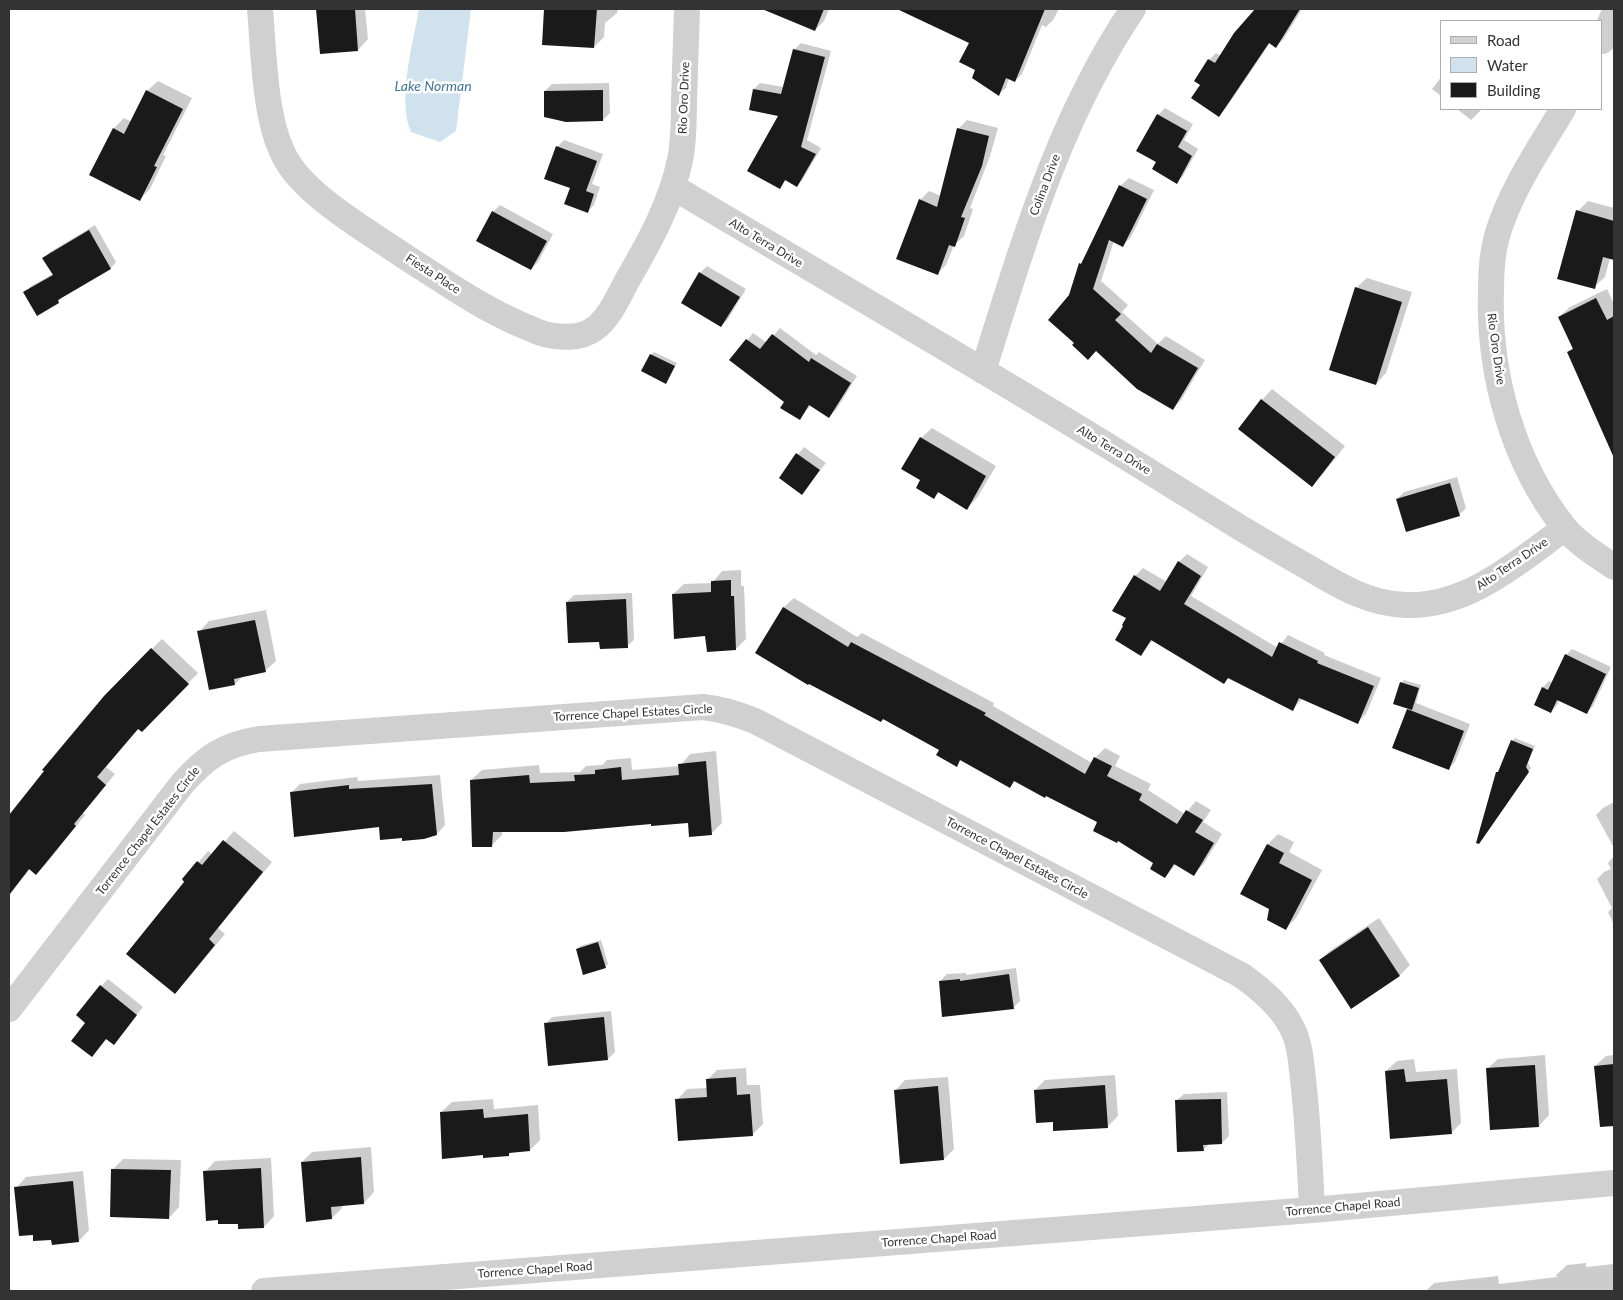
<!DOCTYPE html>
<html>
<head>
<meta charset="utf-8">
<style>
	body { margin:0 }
	#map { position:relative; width:1623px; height:1300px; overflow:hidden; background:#fff; font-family:Lato,sans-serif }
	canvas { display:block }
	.frame { position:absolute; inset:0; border:10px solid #333; pointer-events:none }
	.legend { position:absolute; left:1440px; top:20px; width:162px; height:90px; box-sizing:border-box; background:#fff; border:1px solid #adadad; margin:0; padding:6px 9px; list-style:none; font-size:15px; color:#333 }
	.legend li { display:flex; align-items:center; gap:10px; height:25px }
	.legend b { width:25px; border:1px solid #adadad }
</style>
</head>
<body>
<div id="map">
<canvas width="1623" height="1300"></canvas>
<div class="frame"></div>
<ul class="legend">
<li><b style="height:6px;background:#d0d0d0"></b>Road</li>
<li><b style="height:14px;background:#cfe2ee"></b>Water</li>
<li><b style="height:14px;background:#1a1a1a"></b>Building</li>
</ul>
</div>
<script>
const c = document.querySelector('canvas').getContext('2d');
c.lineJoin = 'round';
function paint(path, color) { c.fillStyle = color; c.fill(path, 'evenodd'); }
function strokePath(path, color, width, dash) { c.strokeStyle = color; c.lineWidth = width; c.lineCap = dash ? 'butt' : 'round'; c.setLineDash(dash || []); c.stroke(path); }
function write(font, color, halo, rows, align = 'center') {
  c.font = font + ' Lato,sans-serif'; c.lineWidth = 5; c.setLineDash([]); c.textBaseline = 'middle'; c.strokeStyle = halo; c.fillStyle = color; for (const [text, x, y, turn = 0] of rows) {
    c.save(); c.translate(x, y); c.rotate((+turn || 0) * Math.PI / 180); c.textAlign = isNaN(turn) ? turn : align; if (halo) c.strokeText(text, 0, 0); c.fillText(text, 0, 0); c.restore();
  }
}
paint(new Path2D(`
	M 419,9 L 471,9 L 456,131 L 440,142 L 411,132 C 397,100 413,43 419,9 Z`), '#cfe2ee');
paint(new Path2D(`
	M 318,9 L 365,9 L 368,39 L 358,50 L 321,53 Z
	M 545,9 L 618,9 L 617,13 L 605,23 L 604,37 L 594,47 L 543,44 Z
	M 778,9 L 829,9 L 824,21 L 815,30 L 776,14 Z
	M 1007,9 L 1059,9 L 1053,20 L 1046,27 L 1042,25 L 1022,74 L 1015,81 L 1009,78 L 1006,88 L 999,94 L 996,28 Z
	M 1257,9 L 1302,9 L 1283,40 L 1276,46 L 1270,43 L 1226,108 L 1219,115 L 1202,85 L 1209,60 L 1216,53 L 1221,56 L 1235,34 Z
	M 801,43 L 831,51 L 807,140 L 821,148 L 803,179 L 797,186 L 786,180 L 779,187 L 780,115 L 754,89 L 760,83 L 784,87 L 795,49 Z
	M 1442,76 L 1442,97 L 1432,89 Z
	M 158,81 L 192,98 L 163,155 L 166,156 L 150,189 L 140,199 L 90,174 L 114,128 L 124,118 L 132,122 L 147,91 Z
	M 609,83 L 610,113 L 603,120 L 545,91 L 552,84 Z
	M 1165,108 L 1193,124 L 1184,140 L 1198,149 L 1183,176 L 1177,182 L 1158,162 L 1158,115 Z
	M 1457,109 L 1482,109 L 1471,120 Z
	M 967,120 L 998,128 L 990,156 L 970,208 L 973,209 L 964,236 L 954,245 L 946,265 L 937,274 L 920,200 L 929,191 L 941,196 L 958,129 Z
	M 564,140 L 603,154 L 592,184 L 600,187 L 594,205 L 588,211 L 571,187 L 557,147 Z
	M 1129,178 L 1154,190 L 1131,237 L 1123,245 L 1114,241 L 1101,281 L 1128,305 L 1122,312 L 1158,344 L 1166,336 L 1205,360 L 1181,400 L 1173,408 L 1096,350 L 1075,343 L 1070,296 L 1080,264 L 1085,260 L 1120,186 Z
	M 1588,201 L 1614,208 L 1614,259 L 1610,258 L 1605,277 L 1594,287 L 1578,211 Z
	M 500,205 L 553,234 L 538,262 L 531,269 L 493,212 Z
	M 95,225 L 116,262 L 111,268 L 64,295 L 58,302 L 25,292 L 31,286 L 53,274 L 44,258 L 50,252 Z
	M 707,266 L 746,289 L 728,319 L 721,326 L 683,303 L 700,273 Z
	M 1367,278 L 1412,292 L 1386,373 L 1376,384 L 1356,288 Z
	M 1607,289 L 1614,304 L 1614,444 L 1611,446 L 1568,352 L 1574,347 L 1559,317 L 1570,307 Z
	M 780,328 L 816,355 L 819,352 L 857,376 L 836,410 L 829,417 L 811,405 L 800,418 L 786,402 L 731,360 L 753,333 L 767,343 Z
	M 654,352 L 677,363 L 666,383 L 651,355 Z
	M 1272,389 L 1345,446 L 1322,475 L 1311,485 L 1239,429 L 1262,400 Z
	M 932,428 L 996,466 L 977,498 L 967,508 L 940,492 L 934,497 L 922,479 L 921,438 Z
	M 804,447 L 826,463 L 802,493 L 780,478 Z
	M 1457,477 L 1466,508 L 1459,515 L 1397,499 L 1404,492 Z
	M 1187,554 L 1208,567 L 1191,596 L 1278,648 L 1288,635 L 1325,653 L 1324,655 L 1381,678 L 1366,714 L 1358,722 L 1303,698 L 1293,709 L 1153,640 L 1141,654 L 1127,618 L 1135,576 L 1143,568 L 1167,582 L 1179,562 Z
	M 741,570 L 741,586 L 744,586 L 746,639 L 736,649 L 706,634 L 673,594 L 684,584 L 712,583 L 722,571 Z
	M 632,593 L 634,640 L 627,646 L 567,602 L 574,595 Z
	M 794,598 L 857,637 L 862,633 L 994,703 L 993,706 L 1092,763 L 1095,758 L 1105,748 L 1120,756 L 1115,766 L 1151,784 L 1148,790 L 1185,814 L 1196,801 L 1211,810 L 1203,822 L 1222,834 L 1203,865 L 1193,874 L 1176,864 L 1165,877 L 1155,863 L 1118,840 L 1099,822 L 1016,780 L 1010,786 L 962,759 L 956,765 L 940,749 L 757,652 L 784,607 Z
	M 266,610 L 276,661 L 265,671 L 243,676 L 235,684 L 199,632 L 209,621 Z
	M 162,639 L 198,673 L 142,731 L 139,728 L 106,767 L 115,774 L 83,813 L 85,815 L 46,864 L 36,874 L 30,869 L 9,896 L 9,817 L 105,696 Z
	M 1572,649 L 1611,667 L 1593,706 L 1587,712 L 1560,700 L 1557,705 L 1551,712 L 1535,704 L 1543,687 L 1549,681 L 1553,683 L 1566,655 Z
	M 1404,680 L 1421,685 L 1416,703 L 1470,724 L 1455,762 L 1449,768 L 1408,710 L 1411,708 L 1401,683 Z
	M 1515,738 L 1535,746 L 1528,763 L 1531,768 L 1479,843 L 1497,773 L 1500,769 L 1512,741 Z
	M 716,751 L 722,823 L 712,833 L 689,822 L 502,831 L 502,835 L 492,845 L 471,780 L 482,770 L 539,765 L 540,773 L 580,772 L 586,766 L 602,765 L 607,760 L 631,758 L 632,770 L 680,766 L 690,754 Z
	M 440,775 L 445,825 L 437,834 L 403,837 L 380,826 L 291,793 L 300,784 L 357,777 L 358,781 Z
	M 1614,802 L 1614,848 L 1596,815 L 1603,808 Z
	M 234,831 L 272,862 L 218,928 L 225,934 L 185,982 L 186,881 L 184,879 L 208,851 L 213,855 Z
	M 1278,834 L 1294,842 L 1289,852 L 1322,870 L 1296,918 L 1286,928 L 1271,909 L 1242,893 L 1268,844 Z
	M 1614,856 L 1614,925 L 1608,912 L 1612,908 L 1597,879 L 1604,872 L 1611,869 L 1608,863 Z
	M 1379,918 L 1410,965 L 1400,975 L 1352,1007 L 1320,960 L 1331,950 Z
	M 601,940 L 608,964 L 605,967 L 577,949 L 580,946 Z
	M 1016,968 L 1020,1001 L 1013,1008 L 940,981 L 947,974 L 966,973 L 966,975 Z
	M 108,979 L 143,1007 L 120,1036 L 107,1038 L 92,1056 L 87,1023 L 101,986 Z
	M 611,1011 L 615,1052 L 608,1059 L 549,1065 L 546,1024 L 552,1017 Z
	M 1545,1055 L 1549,1115 L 1539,1126 L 1487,1069 L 1498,1059 Z
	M 1614,1055 L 1614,1116 L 1600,1118 L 1595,1066 L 1606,1056 Z
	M 1414,1059 L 1416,1072 L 1457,1069 L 1461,1123 L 1451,1133 L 1386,1071 L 1397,1061 Z
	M 746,1068 L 747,1085 L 760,1085 L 763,1124 L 753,1134 L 677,1100 L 687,1089 L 707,1088 L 707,1080 L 717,1070 Z
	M 1115,1075 L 1118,1116 L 1108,1126 L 1054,1121 L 1035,1090 L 1045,1080 Z
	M 948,1077 L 954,1149 L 944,1159 L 895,1091 L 905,1080 Z
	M 1227,1092 L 1229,1136 L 1222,1143 L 1210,1143 L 1203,1150 L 1177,1100 L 1184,1094 Z
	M 493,1099 L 494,1109 L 538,1105 L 540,1140 L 530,1150 L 512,1152 L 508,1155 L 484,1154 L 441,1112 L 452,1102 Z
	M 371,1147 L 374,1192 L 364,1203 L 342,1205 L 342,1208 L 332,1218 L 302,1162 L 312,1152 Z
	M 271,1158 L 274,1216 L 264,1227 L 239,1222 L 205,1172 L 215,1161 Z
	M 123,1159 L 181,1160 L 179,1207 L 169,1218 L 112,1170 Z
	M 83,1171 L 89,1230 L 79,1241 L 52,1238 L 34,1234 L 16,1188 L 26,1177 Z
	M 1586,1263 L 1586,1267 L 1614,1264 L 1614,1291 L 1426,1291 L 1434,1283 L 1498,1276 L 1499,1284 L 1557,1277 L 1556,1275 L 1567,1265 Z`), '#0003');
paint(new Path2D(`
	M 316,9 L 355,9 L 358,51 L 320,54 Z
	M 544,9 L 597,9 L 594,48 L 542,45 Z
	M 762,9 L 824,9 L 815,31 Z
	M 897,9 L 1045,9 L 1015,82 L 1006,78 L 999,96 L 972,78 L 975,70 L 959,62 L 969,43 Z
	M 1255,9 L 1300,9 L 1276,48 L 1269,43 L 1219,117 L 1191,98 L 1200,85 L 1194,81 L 1208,59 L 1215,63 L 1234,33 Z
	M 793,49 L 825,57 L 801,147 L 816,154 L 797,187 L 785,180 L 780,189 L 747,171 L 778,116 L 749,110 L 753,89 L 781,94 Z
	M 146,90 L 183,109 L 154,166 L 157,167 L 140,201 L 89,175 L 113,128 L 124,134 Z
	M 603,90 L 603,121 L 566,122 L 544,117 L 544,91 Z
	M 1157,114 L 1187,131 L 1178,147 L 1192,156 L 1177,184 L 1152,169 L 1156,162 L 1136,151 Z
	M 957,128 L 989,136 L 982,166 L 961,217 L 965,218 L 955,247 L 949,245 L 938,275 L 896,259 L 919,199 L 937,207 Z
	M 556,146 L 597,161 L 586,191 L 594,194 L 588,213 L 564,204 L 570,188 L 544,179 Z
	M 1119,185 L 1147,199 L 1123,247 L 1109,240 L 1093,289 L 1121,314 L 1115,320 L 1151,353 L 1157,344 L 1198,368 L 1173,410 L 1137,389 L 1096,351 L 1088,360 L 1072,345 L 1074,343 L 1048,320 L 1069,295 L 1079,263 L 1081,264 Z
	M 1576,210 L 1614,221 L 1614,260 L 1603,257 L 1595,289 L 1557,279 Z
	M 492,211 L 547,241 L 531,270 L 476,241 Z
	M 89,230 L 111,269 L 58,300 L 59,303 L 37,316 L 23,292 L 53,275 L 42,258 Z
	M 699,272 L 740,297 L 721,327 L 681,303 Z
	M 1355,287 L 1402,302 L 1376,385 L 1329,370 Z
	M 1596,298 L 1607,320 L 1614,316 L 1614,458 L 1567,352 L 1573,349 L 1558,317 Z
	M 772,334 L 809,362 L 811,358 L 851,383 L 829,418 L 809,405 L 800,420 L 780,408 L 784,402 L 729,360 L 746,339 L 760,349 Z
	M 650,354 L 675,366 L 666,384 L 641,371 Z
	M 1261,399 L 1335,457 L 1312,487 L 1238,429 Z
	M 920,437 L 986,476 L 967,510 L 938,492 L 934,499 L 916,488 L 920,480 L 901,469 Z
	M 796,453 L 820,470 L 802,495 L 779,478 Z
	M 1450,483 L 1460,516 L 1406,532 L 1396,499 Z
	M 1178,561 L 1201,576 L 1184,604 L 1272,657 L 1279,642 L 1318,661 L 1317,663 L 1374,686 L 1358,724 L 1299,698 L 1293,711 L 1228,678 L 1224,684 L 1151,640 L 1141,656 L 1115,640 L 1123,626 L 1122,625 L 1126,618 L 1112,611 L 1134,575 L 1160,591 Z
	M 731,580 L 731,596 L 734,596 L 736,650 L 707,652 L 705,636 L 674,639 L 672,594 L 711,592 L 711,581 Z
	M 626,599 L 628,648 L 600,649 L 599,642 L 568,643 L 566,602 Z
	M 783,607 L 848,647 L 851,642 L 986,713 L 984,715 L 1085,774 L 1094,757 L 1112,766 L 1107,776 L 1142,794 L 1139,800 L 1177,824 L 1186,810 L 1203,820 L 1195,832 L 1214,843 L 1194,876 L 1174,864 L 1165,878 L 1150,869 L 1153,863 L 1118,841 L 1117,843 L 1093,831 L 1097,822 L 1046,796 L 1045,798 L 1014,781 L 1010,788 L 960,760 L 957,767 L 936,755 L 939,750 L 883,719 L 881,722 L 809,684 L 808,685 L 755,653 Z
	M 255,620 L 266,672 L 234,679 L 235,685 L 209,690 L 197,631 Z
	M 151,648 L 189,684 L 142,732 L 138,729 L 97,777 L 106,785 L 74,824 L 76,826 L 36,875 L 29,869 L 9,895 L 9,815 L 44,771 L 42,770 L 104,696 Z
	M 1565,654 L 1606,674 L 1587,714 L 1557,700 L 1551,713 L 1534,705 L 1542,687 L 1548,690 Z
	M 1400,682 L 1419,688 L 1412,710 L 1393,704 Z
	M 1407,709 L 1464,731 L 1449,770 L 1392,748 Z
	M 1511,740 L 1533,749 L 1526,767 L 1529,772 L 1479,844 L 1476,843 L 1496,772 L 1498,772 Z
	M 706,761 L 712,835 L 689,837 L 688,823 L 651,826 L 651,824 L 564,832 L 493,832 L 492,847 L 472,847 L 470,780 L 529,775 L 530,783 L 575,781 L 574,775 L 595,774 L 595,770 L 621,767 L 622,780 L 679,775 L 678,764 Z
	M 432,784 L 437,835 L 424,839 L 402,841 L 402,838 L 380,840 L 379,827 L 294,837 L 290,792 L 349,785 L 349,789 Z
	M 223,840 L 263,872 L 209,939 L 215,945 L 175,994 L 126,954 L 184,882 L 182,879 L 197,861 L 202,865 Z
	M 1267,844 L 1284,853 L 1279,863 L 1312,880 L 1286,930 L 1267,920 L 1269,909 L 1240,894 Z
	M 1368,927 L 1400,976 L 1351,1009 L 1319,960 Z
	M 598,942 L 606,968 L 583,975 L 576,949 Z
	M 1009,974 L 1014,1009 L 942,1017 L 939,981 L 960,979 L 960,981 Z
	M 100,985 L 137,1015 L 114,1045 L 106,1039 L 92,1057 L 71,1041 L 85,1023 L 76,1015 Z
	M 604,1017 L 608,1060 L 548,1066 L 544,1023 Z
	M 1614,1064 L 1614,1126 L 1600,1127 L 1594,1066 Z
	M 1535,1065 L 1539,1127 L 1490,1130 L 1486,1068 Z
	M 1404,1069 L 1406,1082 L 1447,1079 L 1452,1134 L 1390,1139 L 1385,1071 Z
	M 736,1077 L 737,1095 L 750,1094 L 753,1136 L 678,1141 L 675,1099 L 707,1097 L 706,1079 Z
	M 1105,1085 L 1108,1128 L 1053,1131 L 1053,1122 L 1036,1123 L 1034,1090 Z
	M 938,1086 L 944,1160 L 900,1164 L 894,1090 Z
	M 1221,1099 L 1222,1144 L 1203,1145 L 1204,1151 L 1177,1152 L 1175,1100 Z
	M 483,1109 L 484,1118 L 528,1114 L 530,1151 L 509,1153 L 509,1156 L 483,1158 L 483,1155 L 442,1159 L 440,1112 Z
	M 361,1157 L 364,1204 L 331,1207 L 332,1219 L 306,1222 L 301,1162 Z
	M 261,1168 L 264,1228 L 238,1229 L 238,1224 L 218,1224 L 218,1220 L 206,1221 L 203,1171 Z
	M 111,1169 L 171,1170 L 169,1219 L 110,1217 Z
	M 73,1181 L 79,1242 L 52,1245 L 51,1240 L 33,1241 L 33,1235 L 19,1236 L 14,1187 Z`), '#1a1a1a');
strokePath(new Path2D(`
	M 260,9 C 264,53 264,123 287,161 C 308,197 369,232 404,256 C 443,281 481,308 524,326 C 530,328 537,332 544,334 C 559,338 581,339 594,329 C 610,318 619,295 628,279 C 650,241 671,203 680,160 C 684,141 684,120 684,100 C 685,69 686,39 687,9
	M 1602,41 L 1614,14
	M 1563,109 C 1539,149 1510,191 1497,236 C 1492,253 1491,272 1491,289 C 1488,372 1512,461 1564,527 C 1578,544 1597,555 1614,567
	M 673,187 C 818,273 964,358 1108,446 C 1153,474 1199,502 1244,530 C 1266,543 1288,556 1311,569 C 1341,587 1370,604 1406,605 C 1468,607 1518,562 1565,528
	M 983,371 C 1022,247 1059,118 1133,9
	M 9,1009 L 182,784 C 206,757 223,745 259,739 L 703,707 C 722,709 738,714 755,721 L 1241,975 C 1261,989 1280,1005 1291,1026 C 1300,1042 1301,1062 1303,1079 C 1308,1122 1310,1166 1312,1210
	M 264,1291 L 1312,1210 L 1614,1183`), '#d0d0d0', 26);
write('12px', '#333', '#fff', [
	["Rio Oro Drive",684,98,-88],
	["Colina Drive",1045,185,-69],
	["Alto Terra Drive",766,243,31],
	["Fiesta Place",433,274,33],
	["Rio Oro Drive",1496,349,82],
	["Alto Terra Drive",1114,450,31],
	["Alto Terra Drive",1512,564,-34],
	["Torrence Chapel Estates Circle",633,713,-3],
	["Torrence Chapel Estates Circle",148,831,-52],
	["Torrence Chapel Estates Circle",1017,858,28],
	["Torrence Chapel Road",1343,1207,-5],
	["Torrence Chapel Road",939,1239,-4],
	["Torrence Chapel Road",535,1270,-4]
]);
write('italic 14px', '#3f7597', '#fff', [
	["Lake Norman",433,86]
]);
</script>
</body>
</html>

------

[Exercise details]:
Show all lines above holding the word "turn".

[Written reply]:
  c.font = font + ' Lato,sans-serif'; c.lineWidth = 5; c.setLineDash([]); c.textBaseline = 'middle'; c.strokeStyle = halo; c.fillStyle = color; for (const [text, x, y, turn = 0] of rows) {
    c.save(); c.translate(x, y); c.rotate((+turn || 0) * Math.PI / 180); c.textAlign = isNaN(turn) ? turn : align; if (halo) c.strokeText(text, 0, 0); c.fillText(text, 0, 0); c.restore();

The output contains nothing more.